• [YOUR OBJECTIVE] Say how many lines in the data hold "this". Nothing else belongs in the answer.

• [DATA FOR THE TASK]
________

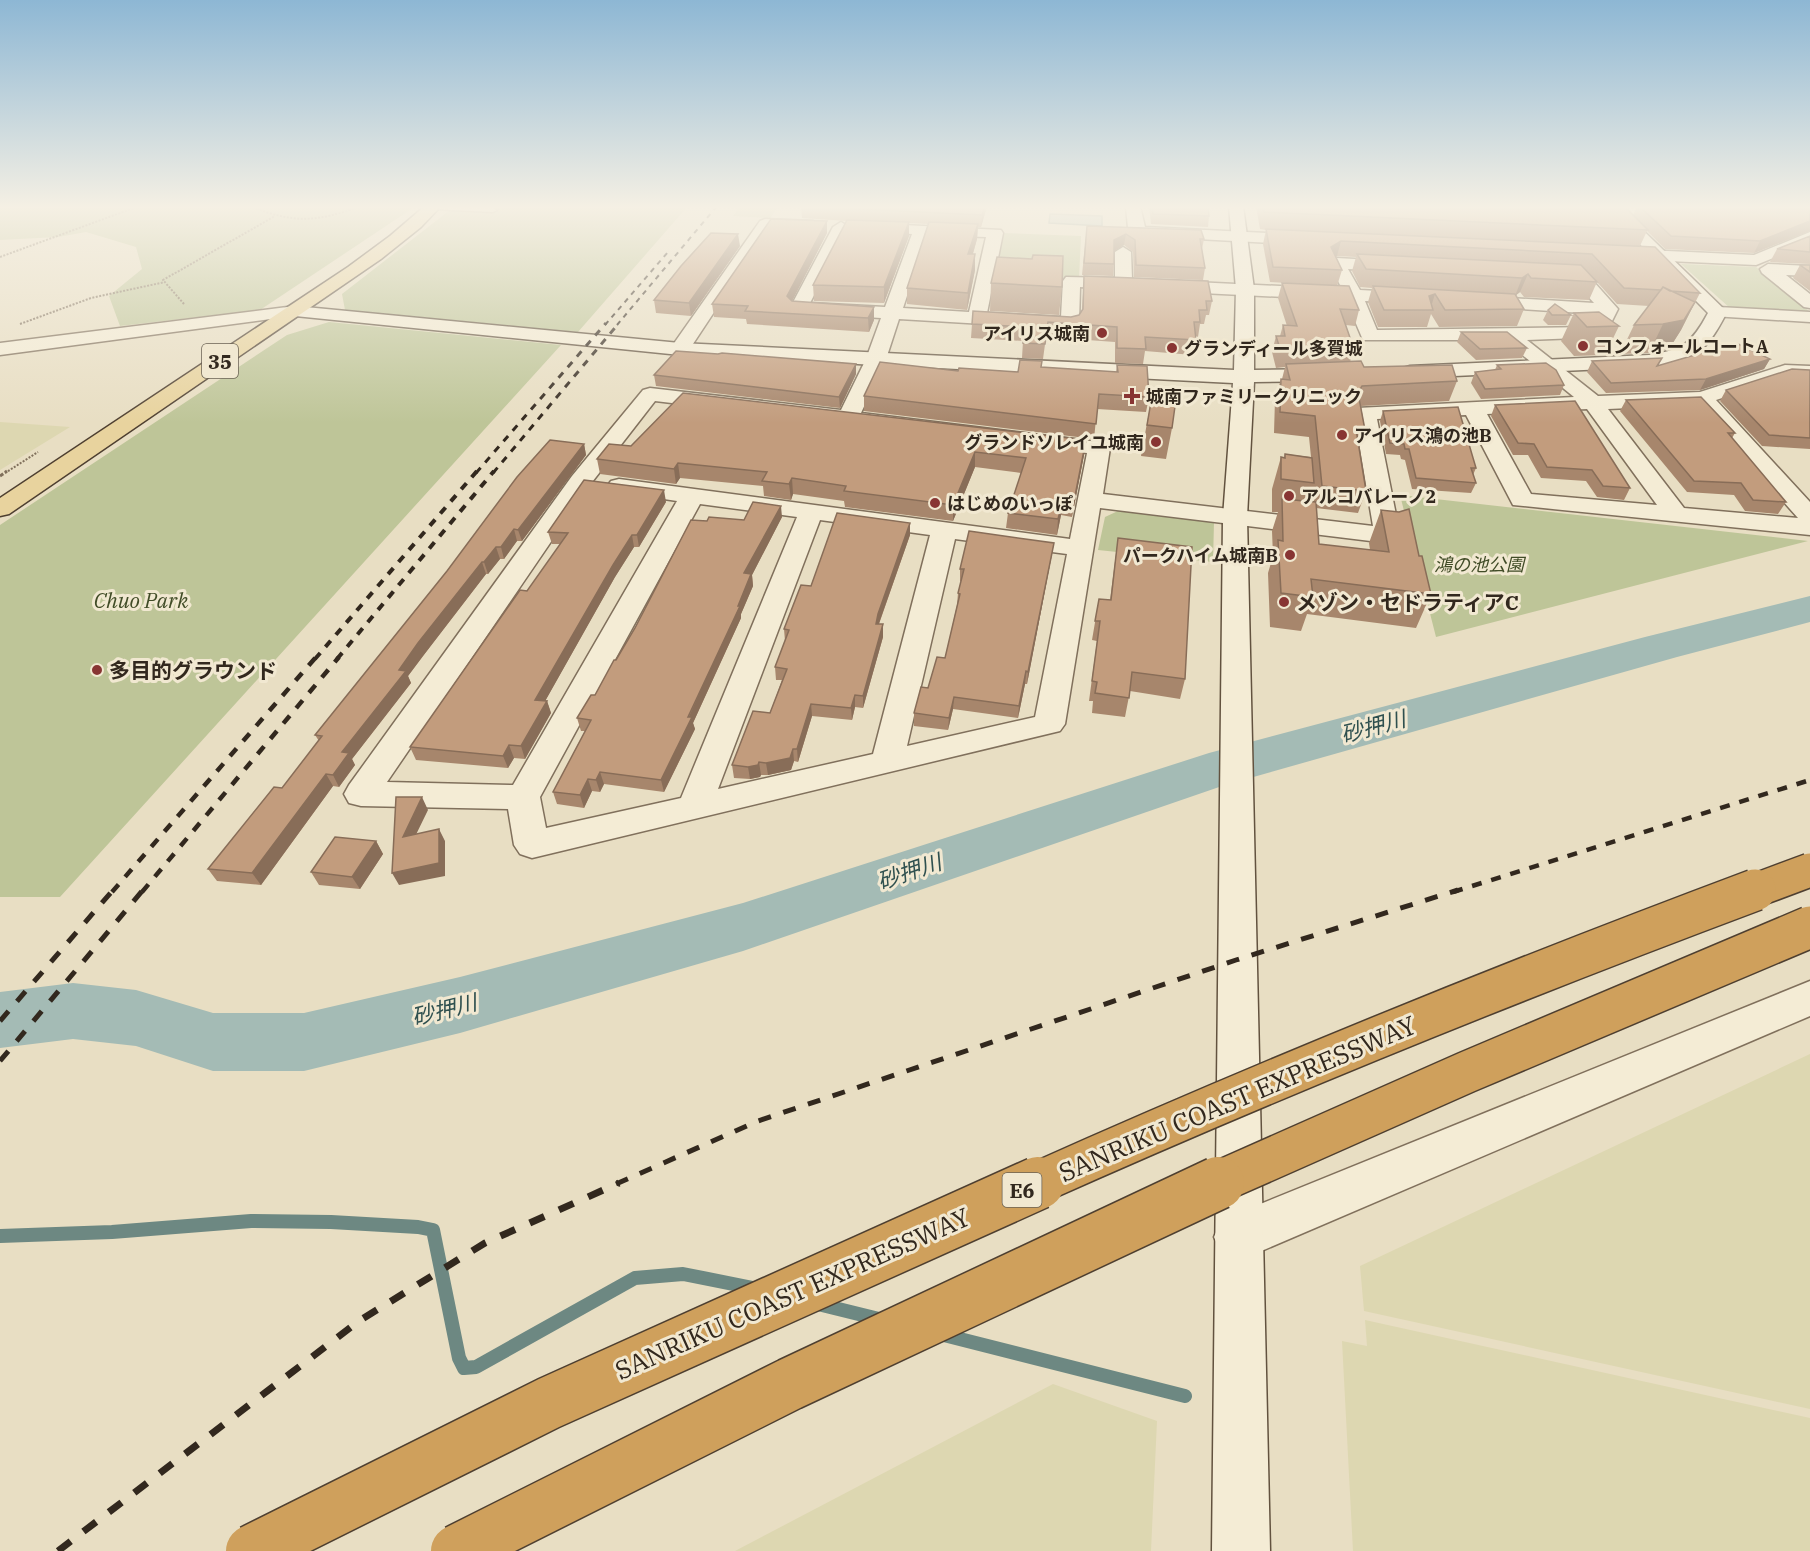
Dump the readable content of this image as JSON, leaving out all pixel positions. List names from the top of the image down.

________

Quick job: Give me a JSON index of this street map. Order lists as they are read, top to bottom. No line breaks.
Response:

________

• [TASK RESPONSE] 2